Où nous trouver
Contact
Languages :
English
Deutsh
Swedish

Mobile :
(0033)6 25 42 26 05
(0033)6 48 18 53 48

E-mail :
granqvistrollin@orange.fr

Le terme cuillères dans ce sens a été inventé par Christine Miserandino en 2003 dans son essai « la théorie de la cuillère ». 8 L`essai décrit une conversation entre Miserandino et un ami [9]. [10] la discussion a été initiée par une question de l`ami dans laquelle elle a demandé sur ce que le lupus se sent comme. L`essai décrit ensuite les actions de Miserandino, qui a pris des cuillères de tables voisines à utiliser comme aide visuelle. Elle a remis à son ami douze cuillères et lui a demandé de décrire les événements d`une journée typique, en prenant une cuillère à l`écart pour chaque activité. De cette façon, elle a démontré que ses cuillères, ou unités d`énergie, doivent être rationné pour éviter de manquer de temps avant la fin de la journée. Miserandino a également affirmé qu`il est possible de dépasser sa limite journalière, mais cela signifie emprunter de l`avenir et peut entraîner de ne pas avoir assez de cuillères le lendemain. Miserandino a suggéré que la théorie de la cuillère peut décrire les effets des maladies mentales ainsi. 3 [pas de citation donnée] Les cuillères sont largement discutées dans les communautés en ligne auto-immune, invalidité, mentale et autres maladies chroniques [5], [6] comme un descripteur de l`émique. [7] le terme Spoonie est parfois utilisé pour désigner une personne souffrant d`une maladie chronique qui peut être expliquée avec la théorie de la cuillère.
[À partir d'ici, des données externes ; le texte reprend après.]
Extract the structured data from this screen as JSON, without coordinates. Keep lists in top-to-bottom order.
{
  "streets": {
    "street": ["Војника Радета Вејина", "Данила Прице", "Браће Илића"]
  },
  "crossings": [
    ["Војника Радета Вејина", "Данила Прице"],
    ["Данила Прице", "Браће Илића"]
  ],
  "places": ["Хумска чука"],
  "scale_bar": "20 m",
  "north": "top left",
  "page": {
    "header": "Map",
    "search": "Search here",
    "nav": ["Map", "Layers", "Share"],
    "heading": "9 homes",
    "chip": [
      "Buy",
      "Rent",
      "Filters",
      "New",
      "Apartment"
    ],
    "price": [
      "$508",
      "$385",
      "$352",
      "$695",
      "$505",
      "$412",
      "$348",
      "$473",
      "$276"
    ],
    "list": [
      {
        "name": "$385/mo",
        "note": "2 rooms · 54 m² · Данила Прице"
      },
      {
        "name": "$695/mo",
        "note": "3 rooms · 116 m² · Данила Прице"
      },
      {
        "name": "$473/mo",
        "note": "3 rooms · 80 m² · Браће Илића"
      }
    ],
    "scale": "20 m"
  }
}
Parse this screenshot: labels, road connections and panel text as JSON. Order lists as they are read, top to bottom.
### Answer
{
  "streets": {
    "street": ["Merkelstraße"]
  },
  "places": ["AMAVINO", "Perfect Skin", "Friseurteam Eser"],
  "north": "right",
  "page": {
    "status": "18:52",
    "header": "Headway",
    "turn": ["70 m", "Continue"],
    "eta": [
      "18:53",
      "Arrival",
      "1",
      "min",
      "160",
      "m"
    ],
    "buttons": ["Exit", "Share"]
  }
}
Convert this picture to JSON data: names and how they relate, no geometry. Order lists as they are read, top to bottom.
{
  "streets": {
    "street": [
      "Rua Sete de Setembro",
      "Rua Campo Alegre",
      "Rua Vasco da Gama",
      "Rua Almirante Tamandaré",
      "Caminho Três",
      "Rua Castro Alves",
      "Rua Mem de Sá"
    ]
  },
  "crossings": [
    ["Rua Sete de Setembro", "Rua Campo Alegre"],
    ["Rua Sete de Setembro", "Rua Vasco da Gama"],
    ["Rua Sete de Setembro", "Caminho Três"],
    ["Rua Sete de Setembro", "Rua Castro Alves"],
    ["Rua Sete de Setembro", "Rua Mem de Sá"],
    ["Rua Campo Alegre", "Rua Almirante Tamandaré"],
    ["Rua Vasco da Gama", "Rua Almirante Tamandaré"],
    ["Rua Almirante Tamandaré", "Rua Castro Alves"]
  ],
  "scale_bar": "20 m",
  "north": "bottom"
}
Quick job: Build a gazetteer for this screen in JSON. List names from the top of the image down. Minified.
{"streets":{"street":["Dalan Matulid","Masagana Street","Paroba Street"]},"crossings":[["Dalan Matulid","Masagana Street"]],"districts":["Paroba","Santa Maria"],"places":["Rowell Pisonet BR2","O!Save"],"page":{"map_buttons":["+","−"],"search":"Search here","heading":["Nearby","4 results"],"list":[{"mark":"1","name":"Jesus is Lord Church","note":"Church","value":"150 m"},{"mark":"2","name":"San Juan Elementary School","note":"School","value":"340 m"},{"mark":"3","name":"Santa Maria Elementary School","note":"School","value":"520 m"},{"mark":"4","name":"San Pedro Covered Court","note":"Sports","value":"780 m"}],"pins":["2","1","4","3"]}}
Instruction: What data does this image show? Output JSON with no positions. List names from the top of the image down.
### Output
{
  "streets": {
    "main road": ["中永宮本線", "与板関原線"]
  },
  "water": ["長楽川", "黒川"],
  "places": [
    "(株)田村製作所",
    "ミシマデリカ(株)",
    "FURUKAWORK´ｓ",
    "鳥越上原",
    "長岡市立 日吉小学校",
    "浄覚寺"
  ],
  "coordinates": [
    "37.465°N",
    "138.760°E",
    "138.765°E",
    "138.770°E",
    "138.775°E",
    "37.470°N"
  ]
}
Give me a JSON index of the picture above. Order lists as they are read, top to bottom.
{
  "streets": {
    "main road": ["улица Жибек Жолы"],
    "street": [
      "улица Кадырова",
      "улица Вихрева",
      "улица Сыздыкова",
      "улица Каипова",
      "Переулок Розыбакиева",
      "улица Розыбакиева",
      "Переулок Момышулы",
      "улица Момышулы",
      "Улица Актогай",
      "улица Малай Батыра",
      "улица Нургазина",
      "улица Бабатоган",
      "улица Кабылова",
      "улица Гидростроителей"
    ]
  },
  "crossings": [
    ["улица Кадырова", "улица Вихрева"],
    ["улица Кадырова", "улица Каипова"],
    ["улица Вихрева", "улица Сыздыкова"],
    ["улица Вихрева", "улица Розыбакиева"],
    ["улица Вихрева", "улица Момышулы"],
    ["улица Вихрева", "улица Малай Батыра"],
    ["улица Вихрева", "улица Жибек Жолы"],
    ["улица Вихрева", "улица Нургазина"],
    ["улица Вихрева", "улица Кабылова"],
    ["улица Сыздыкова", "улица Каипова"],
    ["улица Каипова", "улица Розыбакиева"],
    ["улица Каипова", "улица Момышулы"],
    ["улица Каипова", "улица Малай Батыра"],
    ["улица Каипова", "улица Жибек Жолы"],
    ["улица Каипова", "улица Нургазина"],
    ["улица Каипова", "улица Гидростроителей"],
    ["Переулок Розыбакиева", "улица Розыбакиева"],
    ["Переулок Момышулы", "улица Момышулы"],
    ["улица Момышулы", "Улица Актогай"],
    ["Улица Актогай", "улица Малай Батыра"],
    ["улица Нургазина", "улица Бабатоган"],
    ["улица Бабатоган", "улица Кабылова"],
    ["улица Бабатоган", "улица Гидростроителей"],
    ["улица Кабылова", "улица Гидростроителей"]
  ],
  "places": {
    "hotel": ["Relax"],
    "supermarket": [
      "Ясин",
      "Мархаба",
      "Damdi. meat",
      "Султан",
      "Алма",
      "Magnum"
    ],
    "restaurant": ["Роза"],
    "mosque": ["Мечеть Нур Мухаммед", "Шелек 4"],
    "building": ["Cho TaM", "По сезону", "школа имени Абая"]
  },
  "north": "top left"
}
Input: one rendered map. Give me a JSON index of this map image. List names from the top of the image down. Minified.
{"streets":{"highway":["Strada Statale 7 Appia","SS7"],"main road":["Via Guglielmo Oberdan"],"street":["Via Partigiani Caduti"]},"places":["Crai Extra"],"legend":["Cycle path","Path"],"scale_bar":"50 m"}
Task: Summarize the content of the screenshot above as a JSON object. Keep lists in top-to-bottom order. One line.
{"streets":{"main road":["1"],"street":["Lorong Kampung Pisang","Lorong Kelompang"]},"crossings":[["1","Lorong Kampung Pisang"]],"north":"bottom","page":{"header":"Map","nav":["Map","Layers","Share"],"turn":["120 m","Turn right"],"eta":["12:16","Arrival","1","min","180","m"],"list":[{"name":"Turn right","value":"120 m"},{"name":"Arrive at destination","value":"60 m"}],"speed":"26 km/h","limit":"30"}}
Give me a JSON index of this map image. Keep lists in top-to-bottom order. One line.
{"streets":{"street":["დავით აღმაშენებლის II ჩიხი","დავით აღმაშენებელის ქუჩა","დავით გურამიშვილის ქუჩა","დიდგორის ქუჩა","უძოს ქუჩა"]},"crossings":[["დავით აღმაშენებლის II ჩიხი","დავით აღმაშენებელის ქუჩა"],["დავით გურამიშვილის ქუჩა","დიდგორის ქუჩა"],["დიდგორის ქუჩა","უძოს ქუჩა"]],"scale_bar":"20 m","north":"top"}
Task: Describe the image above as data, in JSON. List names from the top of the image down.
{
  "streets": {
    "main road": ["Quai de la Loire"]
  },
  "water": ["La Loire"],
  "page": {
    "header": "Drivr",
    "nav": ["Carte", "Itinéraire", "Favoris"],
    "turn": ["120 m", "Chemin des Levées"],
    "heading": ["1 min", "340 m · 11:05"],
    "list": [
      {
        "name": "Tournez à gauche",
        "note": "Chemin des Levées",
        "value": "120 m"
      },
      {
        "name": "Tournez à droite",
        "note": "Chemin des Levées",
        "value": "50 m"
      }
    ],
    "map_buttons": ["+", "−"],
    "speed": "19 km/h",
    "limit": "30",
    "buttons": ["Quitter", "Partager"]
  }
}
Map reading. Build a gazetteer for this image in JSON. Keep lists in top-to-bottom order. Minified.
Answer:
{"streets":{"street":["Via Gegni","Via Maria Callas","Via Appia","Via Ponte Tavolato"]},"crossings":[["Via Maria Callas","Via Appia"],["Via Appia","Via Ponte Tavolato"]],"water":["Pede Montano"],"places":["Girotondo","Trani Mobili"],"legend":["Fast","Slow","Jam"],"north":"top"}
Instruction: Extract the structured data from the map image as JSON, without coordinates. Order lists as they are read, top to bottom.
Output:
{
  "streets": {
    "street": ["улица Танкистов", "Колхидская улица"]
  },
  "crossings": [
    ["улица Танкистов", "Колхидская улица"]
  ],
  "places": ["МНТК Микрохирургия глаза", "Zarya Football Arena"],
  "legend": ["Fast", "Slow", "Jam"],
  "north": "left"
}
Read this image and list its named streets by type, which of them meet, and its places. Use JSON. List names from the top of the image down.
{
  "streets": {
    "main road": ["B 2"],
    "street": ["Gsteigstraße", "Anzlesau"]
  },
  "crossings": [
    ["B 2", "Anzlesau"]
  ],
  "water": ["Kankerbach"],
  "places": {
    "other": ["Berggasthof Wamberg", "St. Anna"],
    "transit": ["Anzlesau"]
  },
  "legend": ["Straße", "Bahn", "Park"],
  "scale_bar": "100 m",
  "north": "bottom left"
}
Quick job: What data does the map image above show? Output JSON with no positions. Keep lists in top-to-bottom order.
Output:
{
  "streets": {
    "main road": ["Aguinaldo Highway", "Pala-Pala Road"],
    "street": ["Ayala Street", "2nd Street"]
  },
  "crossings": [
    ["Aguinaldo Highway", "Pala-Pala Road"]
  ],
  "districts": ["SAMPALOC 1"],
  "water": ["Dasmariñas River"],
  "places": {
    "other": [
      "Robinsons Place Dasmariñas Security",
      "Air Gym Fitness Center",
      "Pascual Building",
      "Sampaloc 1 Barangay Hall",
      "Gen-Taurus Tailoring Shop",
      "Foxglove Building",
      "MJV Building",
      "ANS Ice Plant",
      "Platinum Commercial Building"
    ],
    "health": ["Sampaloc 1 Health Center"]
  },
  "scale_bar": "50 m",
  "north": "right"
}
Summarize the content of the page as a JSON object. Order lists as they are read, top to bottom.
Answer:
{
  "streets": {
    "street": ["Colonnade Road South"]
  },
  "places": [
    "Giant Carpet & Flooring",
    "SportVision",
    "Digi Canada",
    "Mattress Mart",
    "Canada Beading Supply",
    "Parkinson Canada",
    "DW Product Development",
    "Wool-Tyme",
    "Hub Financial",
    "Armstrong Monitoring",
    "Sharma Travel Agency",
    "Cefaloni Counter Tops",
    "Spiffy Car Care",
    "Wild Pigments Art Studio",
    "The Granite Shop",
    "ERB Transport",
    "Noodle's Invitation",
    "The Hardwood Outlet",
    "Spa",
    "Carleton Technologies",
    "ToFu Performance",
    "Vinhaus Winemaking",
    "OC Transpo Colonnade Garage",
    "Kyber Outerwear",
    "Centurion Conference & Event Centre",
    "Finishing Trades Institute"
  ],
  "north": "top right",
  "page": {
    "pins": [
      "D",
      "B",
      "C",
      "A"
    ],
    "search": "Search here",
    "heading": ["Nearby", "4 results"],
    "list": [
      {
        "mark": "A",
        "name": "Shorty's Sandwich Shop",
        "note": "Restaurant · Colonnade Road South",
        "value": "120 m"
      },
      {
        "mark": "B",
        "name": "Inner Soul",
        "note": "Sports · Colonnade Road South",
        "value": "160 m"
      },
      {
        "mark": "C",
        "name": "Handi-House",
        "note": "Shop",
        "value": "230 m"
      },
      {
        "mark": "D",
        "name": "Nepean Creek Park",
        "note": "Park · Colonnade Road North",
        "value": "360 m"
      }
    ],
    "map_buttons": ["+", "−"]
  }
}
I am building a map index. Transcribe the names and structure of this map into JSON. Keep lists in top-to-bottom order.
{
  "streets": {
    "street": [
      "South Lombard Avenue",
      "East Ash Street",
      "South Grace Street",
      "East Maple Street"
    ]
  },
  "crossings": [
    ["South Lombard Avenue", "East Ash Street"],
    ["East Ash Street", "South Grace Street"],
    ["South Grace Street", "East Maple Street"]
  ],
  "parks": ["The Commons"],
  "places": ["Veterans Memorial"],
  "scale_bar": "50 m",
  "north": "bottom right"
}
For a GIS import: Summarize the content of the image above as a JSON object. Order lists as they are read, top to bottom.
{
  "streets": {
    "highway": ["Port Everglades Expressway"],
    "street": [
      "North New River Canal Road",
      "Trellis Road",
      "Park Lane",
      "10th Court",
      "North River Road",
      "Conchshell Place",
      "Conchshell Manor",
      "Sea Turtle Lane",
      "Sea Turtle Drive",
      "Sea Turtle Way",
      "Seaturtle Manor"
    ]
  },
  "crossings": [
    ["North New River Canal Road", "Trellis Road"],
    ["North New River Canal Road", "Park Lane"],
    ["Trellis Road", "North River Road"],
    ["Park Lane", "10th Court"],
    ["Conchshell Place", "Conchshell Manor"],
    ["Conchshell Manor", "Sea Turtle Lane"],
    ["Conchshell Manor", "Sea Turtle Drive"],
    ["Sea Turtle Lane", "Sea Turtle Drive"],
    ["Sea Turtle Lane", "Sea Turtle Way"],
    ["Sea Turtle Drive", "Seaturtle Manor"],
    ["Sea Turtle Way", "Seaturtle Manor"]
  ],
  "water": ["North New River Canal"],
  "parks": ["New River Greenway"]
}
4 La théorie de la cuillère est une métaphore de l`incapacité (pour une combinaison de l`appauvrissement de l`ego, la fatigue, et d`autres facteurs) et le néologisme utilisé pour expliquer la quantité réduite d`énergie mentale et physique disponible pour les activités de la vie et des tâches productives qui peuvent résulter de d`invalidité ou de maladie chronique. [a] les cuillères sont une représentation visuelle utilisée comme unité de mesure afin de quantifier la quantité d`énergie qu`une personne a au cours d`une journée donnée. Chaque activité nécessite un nombre donné de cuillères, qui ne sera remplacée que lorsque la personne «se recharge» par le repos. Une personne qui est à court de cuillères n`a pas d`autre choix que de se reposer jusqu`à ce que leurs cuillères soient réapprovisionnés. Cette métaphore est utilisée pour décrire la planification que beaucoup de gens ont à faire pour conserver et rationner leurs réserves d`énergie pour accomplir leurs activités de la vie quotidienne. [1] la planification et le rationnement des tâches consommatrices d`énergie ont été décrits comme étant une préoccupation majeure de ceux qui ont des maladies chroniques et liées à la fatigue, maladie, ou des conditions. La théorie explique la différence entre ceux qui ne semblent pas avoir des limites d`énergie et ceux qui le font. La théorie est utilisée pour faciliter les discussions entre ceux qui ont des réserves énergétiques limitées et ceux qui n`en ont pas. 2 [3] parce que les personnes en bonne santé ne sont généralement pas préoccupés par l`énergie dépensé pendant les tâches ordinaires telles que la baignade et s`habiller, la théorie aide les gens sains à réaliser la quantité d`énergie dépensé par les malades chroniques ou les personnes handicapées pour passer par le Jour. Selon la théorie de la cuillère, les cuillères (unités d`énergie) peuvent être remplacées après le repos ou une nuit de sommeil [4]. Cependant, les personnes atteintes de maladies chroniques, telles que les maladies auto-immunes, et divers handicaps peuvent avoir des difficultés de sommeil. Cela peut entraîner un approvisionnement en énergie particulièrement faible.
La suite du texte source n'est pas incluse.